Mike Elkins

No. 10
- Position: Quarterback

Personal information
- Born: July 20, 1966 (age 60) Greensboro, North Carolina, U.S.
- Listed height: 6 ft 1 in (1.85 m)
- Listed weight: 221 lb (100 kg)

Career information
- High school: Grimsley (NC)
- College: Wake Forest
- NFL draft: 1989 (2nd round, 32nd overall pick)

Career history
- Kansas City Chiefs (1989–1990); Sacramento Surge (1991); Cleveland Browns (1991); Houston Oilers (1992);

Career NFL statistics
- Passing attempts: 2
- Passing completions: 1
- Completion percentage: 50.0%
- TD–INT: 0–1
- Passing yards: 5
- Passer rating: 16.7
- Stats at Pro Football Reference

= Mike Elkins =

American football player (born 1966)

Michael David Elkins (born July 20, 1966) is an American former professional football player who was a quarterback in the National Football League (NFL) and the World League of American Football (WLAF). He played In the NFL, Elkins played in one game for the Kansas City Chiefs, and then later spent time with the Cleveland Browns and the Houston Oilers, but did not take the field for them. In between his time in the NFL he played one season in the WLAF where he played for the Sacramento Surge.

Elkins father played professional baseball for 10 years. His older brother Rod was drafted to play pro baseball, but deferred to play football at North Carolina, where he was the starting quarterback from 1980-1982 but suffered a career-ending injury against Clemson during his senior year.

==College career==
Elkins played college football at Wake Forest University. He earned his first start as a freshman in 1985 against Virginia after starting QB Foy White and backup Jamie Harris were injured in back to back games. He earned his first victory a few weeks later against Duke. He led the team to winning records in both his junior and senior years, racking up 7304 career passing yards over 37 games. He finished his career as first in total offense (7,170 yards) and passing yards (7,304), and second in pass completions (609) and touchdown passes (43) in Wake Forest History. He still has the second most wins in program history with 19, trailing only Riley Skinner who had 25.

At the end of the season he was named one of fourteen finalists for the 1988 Davey O'Brien Award which was awarded to Troy Aikman.

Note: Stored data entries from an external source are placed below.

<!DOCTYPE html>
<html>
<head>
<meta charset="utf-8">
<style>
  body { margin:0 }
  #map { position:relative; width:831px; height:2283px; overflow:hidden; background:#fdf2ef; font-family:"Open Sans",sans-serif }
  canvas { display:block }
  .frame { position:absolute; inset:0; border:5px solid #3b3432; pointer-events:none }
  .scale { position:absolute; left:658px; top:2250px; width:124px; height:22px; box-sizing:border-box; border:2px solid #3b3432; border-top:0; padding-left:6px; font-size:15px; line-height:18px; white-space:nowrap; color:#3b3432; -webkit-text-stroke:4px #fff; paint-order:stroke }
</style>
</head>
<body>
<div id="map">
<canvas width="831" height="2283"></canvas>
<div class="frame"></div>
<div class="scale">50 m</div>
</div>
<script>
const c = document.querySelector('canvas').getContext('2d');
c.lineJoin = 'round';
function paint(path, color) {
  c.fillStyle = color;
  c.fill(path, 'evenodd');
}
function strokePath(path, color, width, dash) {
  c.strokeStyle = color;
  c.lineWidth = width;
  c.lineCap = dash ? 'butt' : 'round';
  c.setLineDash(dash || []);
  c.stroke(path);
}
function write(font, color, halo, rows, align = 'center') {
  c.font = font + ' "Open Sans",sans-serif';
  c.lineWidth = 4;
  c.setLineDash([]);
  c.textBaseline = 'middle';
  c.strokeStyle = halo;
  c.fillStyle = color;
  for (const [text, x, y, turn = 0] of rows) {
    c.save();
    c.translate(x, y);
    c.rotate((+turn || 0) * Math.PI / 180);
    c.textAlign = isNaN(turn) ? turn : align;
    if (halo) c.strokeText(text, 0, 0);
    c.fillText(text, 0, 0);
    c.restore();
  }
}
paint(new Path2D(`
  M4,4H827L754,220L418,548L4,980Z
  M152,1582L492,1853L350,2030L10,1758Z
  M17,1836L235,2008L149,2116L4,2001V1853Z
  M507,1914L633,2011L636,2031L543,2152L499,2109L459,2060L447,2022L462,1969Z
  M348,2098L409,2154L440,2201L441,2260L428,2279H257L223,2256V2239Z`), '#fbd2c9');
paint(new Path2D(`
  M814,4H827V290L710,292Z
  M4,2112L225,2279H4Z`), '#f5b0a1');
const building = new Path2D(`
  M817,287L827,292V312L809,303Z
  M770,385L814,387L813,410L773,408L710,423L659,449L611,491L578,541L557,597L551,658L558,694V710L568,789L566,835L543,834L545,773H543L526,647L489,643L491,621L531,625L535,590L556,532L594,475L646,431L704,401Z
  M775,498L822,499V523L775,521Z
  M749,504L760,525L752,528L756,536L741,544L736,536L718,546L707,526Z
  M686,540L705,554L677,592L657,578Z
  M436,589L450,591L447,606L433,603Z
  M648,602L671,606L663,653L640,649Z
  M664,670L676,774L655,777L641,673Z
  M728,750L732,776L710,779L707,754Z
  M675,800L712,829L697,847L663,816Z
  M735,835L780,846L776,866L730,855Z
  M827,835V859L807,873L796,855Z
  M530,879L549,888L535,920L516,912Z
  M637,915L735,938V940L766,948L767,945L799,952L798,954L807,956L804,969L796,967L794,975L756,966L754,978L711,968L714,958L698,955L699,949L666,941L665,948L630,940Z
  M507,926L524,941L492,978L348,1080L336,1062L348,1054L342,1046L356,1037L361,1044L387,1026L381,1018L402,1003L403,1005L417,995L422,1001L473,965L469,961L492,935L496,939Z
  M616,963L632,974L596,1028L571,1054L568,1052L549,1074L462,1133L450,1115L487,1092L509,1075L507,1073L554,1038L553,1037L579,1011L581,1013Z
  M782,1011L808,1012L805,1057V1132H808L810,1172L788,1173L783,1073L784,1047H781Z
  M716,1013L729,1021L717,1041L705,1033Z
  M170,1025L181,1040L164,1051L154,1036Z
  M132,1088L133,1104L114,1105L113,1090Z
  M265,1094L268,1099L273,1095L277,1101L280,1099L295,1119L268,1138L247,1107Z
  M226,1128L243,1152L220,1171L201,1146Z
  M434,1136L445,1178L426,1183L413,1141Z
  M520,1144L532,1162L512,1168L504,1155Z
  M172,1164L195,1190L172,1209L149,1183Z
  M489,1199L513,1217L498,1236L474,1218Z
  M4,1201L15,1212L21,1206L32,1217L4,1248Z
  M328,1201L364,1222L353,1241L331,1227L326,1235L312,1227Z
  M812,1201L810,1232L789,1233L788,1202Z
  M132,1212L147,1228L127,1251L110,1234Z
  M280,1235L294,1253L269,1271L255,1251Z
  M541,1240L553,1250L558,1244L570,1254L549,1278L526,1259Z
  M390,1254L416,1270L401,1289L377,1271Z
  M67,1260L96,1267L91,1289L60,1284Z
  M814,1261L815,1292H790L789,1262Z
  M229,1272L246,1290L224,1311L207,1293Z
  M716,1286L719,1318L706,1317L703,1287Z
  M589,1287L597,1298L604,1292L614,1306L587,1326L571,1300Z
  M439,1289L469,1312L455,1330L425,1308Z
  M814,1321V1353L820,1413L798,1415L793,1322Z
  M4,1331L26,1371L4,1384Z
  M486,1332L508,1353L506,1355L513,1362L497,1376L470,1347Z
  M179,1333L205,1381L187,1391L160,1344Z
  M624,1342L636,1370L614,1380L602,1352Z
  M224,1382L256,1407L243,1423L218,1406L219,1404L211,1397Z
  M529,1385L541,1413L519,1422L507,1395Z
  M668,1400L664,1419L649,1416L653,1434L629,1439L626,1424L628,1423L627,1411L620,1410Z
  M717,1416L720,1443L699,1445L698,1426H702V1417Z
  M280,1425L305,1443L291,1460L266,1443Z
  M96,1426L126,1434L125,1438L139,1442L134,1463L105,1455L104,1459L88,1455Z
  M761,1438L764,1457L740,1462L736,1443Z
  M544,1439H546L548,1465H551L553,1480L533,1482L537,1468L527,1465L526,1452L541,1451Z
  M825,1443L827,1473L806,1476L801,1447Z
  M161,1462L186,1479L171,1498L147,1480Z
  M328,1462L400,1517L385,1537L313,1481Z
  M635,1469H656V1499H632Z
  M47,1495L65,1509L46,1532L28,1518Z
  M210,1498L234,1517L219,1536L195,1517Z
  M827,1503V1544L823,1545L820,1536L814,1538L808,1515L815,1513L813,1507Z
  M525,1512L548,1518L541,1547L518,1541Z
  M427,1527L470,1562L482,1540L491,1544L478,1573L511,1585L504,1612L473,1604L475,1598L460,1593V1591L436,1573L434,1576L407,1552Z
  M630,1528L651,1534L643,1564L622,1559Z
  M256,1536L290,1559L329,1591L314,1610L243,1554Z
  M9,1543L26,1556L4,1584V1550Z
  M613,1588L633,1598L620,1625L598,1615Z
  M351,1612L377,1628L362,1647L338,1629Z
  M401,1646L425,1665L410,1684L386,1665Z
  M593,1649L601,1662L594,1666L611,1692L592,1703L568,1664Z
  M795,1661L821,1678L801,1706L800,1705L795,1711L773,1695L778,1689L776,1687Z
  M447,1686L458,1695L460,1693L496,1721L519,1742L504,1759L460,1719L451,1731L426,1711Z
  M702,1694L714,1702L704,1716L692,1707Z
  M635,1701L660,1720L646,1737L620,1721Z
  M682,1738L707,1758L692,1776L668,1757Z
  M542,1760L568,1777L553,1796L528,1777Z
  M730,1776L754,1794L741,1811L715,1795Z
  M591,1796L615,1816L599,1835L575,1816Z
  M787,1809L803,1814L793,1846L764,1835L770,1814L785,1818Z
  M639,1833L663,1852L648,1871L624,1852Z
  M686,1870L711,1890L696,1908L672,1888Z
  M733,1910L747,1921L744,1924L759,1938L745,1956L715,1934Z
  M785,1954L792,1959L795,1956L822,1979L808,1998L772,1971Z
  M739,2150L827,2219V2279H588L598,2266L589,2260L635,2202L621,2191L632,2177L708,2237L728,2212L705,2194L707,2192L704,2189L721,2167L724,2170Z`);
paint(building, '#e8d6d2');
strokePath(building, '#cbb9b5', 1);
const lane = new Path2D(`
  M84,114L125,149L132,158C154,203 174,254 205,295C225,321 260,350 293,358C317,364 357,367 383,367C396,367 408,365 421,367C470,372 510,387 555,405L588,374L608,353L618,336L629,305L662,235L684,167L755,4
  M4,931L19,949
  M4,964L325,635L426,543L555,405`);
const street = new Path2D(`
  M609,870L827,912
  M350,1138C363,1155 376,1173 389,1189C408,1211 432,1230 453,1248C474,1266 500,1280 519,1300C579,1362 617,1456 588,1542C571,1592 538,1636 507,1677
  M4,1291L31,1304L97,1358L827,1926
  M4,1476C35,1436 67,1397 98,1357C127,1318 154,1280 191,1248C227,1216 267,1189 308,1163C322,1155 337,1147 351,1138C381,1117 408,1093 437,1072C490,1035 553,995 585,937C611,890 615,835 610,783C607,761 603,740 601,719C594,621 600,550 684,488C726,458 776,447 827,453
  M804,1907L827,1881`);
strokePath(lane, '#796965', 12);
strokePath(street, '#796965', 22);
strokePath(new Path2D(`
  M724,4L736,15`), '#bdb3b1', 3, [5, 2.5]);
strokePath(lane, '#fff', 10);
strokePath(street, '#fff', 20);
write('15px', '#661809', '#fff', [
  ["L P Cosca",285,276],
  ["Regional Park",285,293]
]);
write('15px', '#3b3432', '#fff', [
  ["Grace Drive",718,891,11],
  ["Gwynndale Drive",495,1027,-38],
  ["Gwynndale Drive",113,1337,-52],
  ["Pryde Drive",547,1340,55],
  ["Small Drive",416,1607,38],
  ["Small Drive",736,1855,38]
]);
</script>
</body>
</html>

He was the starting quarterback for the north in the 1989 Senior Bowl. The four months that he experienced from Senior Bowl week until he was picked by the Chiefs were chronicled in "Maximum Exposure," an article in the May 1, 1989 issue of Sports Illustrated.

==Professional career==
Despite a poor showing at the NFL combine, Elkins was selected in the second round (32nd overall) of the 1989 NFL draft by the Kansas City Chiefs; the first quarterback taken after Aikman and, controversially, ahead of All-American Rodney Peete. In the summer he was signed to a four-year contract with the Chiefs.

Elkins spent the first 11 games of his rookie season on the injured reserve with a back injury eventually appearing in just one game where he threw just 2 passes and only 1 completion, an interception to Bubba McDowell. That would be his only playing time in the NFL.

In 1991 was loaned to the WLAF by the Chiefs and was a backup and then starting quarterback for the Surge. During his season with the Surge, he threw for 2,068 yards on 312 attempts and 153 completions, with 13 touchdowns and 13 interceptions. Elkins was cut by the Chiefs prior to the 1991 season. He was given a try-out later that season to replace Mark Vlasic but the Chiefs went with Steve Pueller instead.

In 1992 he was signed by the Cleveland Browns and then cut during training camp. He was then signed by the Oilers late in training camp, cut again and then signed 6 weeks later when Warren Moon was injured. He played with the Oilers in the preseason but never took the field during a regular season game. His last game was spent on the sidelines in the playoffs as the Oilers blew the biggest lead in NFL history. Following the season, he decided to walk away from football and took a job with a Cincinnati surgical instruments company.

In 2022, Elkins was inducted into the Wake Forest Sports Hall of Fame.